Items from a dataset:
______________________________

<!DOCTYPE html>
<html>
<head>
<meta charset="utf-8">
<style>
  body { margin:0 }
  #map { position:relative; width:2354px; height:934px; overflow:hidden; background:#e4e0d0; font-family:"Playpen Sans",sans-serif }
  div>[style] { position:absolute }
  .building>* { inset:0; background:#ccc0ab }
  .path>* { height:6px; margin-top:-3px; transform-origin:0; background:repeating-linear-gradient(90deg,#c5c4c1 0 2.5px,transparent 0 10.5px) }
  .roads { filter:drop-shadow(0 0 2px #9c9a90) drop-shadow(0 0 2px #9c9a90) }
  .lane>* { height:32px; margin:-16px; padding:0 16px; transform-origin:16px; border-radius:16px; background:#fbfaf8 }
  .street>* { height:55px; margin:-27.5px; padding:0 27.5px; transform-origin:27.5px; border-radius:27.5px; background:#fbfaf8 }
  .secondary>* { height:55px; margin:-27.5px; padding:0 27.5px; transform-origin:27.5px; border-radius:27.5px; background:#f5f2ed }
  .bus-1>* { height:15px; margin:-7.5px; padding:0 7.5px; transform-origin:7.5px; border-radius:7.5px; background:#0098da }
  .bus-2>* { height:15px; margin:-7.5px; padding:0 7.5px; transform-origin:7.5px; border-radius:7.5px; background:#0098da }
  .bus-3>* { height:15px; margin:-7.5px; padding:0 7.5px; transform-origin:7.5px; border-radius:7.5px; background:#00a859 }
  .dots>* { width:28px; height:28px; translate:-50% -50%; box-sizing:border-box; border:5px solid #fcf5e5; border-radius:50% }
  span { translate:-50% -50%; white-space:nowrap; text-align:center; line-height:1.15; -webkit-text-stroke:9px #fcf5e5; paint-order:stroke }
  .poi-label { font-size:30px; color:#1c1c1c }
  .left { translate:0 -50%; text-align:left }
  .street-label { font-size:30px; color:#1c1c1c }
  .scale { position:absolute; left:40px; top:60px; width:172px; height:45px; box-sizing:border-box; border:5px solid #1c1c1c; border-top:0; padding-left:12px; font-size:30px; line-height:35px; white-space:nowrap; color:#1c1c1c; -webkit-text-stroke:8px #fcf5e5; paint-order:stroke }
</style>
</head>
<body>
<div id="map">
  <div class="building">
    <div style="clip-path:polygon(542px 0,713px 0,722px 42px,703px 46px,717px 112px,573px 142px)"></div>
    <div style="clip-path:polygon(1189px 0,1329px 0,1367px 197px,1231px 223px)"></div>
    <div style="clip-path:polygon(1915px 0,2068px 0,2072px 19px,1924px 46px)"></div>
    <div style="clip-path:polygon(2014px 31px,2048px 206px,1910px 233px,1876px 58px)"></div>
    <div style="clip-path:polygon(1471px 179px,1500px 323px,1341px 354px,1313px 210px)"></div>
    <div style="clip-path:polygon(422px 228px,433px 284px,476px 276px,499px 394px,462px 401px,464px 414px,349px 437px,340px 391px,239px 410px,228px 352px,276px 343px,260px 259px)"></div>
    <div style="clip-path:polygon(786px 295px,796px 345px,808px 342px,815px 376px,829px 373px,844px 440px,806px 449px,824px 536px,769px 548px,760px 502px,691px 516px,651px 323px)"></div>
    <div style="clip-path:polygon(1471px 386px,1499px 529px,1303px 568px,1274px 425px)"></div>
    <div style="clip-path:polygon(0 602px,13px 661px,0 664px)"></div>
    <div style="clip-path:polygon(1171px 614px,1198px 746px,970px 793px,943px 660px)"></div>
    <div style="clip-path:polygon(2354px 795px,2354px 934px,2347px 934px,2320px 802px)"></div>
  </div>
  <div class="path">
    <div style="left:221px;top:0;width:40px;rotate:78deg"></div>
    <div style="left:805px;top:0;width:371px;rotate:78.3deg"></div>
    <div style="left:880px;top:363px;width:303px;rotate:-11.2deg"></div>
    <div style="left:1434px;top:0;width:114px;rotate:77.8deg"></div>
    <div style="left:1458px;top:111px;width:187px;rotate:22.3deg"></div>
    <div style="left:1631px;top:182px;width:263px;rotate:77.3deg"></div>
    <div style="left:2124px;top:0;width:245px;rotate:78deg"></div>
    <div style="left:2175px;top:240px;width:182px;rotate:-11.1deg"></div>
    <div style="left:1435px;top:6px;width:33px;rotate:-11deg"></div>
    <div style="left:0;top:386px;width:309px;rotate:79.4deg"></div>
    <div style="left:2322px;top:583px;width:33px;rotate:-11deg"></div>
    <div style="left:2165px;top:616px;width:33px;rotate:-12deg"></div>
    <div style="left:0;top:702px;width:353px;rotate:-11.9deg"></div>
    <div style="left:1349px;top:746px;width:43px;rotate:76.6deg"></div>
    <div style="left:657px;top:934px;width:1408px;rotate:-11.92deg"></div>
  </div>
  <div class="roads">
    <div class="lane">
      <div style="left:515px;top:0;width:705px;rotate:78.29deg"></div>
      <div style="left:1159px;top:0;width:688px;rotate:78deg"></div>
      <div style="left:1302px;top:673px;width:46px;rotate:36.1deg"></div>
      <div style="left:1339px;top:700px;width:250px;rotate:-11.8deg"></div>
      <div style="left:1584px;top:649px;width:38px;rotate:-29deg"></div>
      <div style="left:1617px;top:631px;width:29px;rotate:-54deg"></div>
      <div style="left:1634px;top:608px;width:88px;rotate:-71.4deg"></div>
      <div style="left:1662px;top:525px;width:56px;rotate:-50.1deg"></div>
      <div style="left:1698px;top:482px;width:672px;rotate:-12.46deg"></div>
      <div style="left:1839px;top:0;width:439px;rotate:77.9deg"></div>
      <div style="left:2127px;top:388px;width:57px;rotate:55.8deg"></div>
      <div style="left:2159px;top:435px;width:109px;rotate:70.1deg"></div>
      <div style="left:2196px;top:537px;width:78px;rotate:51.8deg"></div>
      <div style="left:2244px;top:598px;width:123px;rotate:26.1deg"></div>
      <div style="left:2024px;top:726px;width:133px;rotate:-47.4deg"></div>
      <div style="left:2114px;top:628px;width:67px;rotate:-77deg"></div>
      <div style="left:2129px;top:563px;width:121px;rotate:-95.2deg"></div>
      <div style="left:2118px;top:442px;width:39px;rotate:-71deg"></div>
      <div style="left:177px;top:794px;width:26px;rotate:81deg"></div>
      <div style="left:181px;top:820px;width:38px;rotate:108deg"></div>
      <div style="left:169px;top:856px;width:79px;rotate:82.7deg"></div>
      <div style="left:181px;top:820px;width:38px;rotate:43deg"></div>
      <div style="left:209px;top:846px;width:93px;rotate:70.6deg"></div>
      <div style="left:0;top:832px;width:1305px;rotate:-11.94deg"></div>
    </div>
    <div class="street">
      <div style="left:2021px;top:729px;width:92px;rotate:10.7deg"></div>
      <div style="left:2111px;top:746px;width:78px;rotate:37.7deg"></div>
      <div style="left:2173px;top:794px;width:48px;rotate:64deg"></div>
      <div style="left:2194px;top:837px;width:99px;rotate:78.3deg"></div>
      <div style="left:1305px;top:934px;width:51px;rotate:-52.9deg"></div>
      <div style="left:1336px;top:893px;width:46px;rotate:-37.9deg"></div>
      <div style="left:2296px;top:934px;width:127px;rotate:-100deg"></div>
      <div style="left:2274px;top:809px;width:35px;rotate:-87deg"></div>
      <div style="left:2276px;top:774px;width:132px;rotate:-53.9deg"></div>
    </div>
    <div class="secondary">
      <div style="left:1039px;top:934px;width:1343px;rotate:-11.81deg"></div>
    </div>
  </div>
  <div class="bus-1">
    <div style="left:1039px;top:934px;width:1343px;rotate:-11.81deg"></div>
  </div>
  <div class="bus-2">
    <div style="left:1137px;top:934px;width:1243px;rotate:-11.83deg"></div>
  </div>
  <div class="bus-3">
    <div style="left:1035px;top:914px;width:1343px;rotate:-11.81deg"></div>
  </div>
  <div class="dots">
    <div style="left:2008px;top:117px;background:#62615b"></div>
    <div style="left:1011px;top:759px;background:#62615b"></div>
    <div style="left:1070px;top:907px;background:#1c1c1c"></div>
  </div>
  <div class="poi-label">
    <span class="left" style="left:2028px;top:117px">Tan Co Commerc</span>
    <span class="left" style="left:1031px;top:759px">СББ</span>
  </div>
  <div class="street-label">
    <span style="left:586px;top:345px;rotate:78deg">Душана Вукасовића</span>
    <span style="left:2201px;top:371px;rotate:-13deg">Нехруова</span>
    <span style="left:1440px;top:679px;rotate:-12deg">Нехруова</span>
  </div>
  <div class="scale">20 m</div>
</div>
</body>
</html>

______________________________

Emit an exact copy of the lines spanning the start of the records to the line containing "position:relative; width:2354px; height:934px;", inclusive, and no other output.

<!DOCTYPE html>
<html>
<head>
<meta charset="utf-8">
<style>
  body { margin:0 }
  #map { position:relative; width:2354px; height:934px; overflow:hidden; background:#e4e0d0; font-family:"Playpen Sans",sans-serif }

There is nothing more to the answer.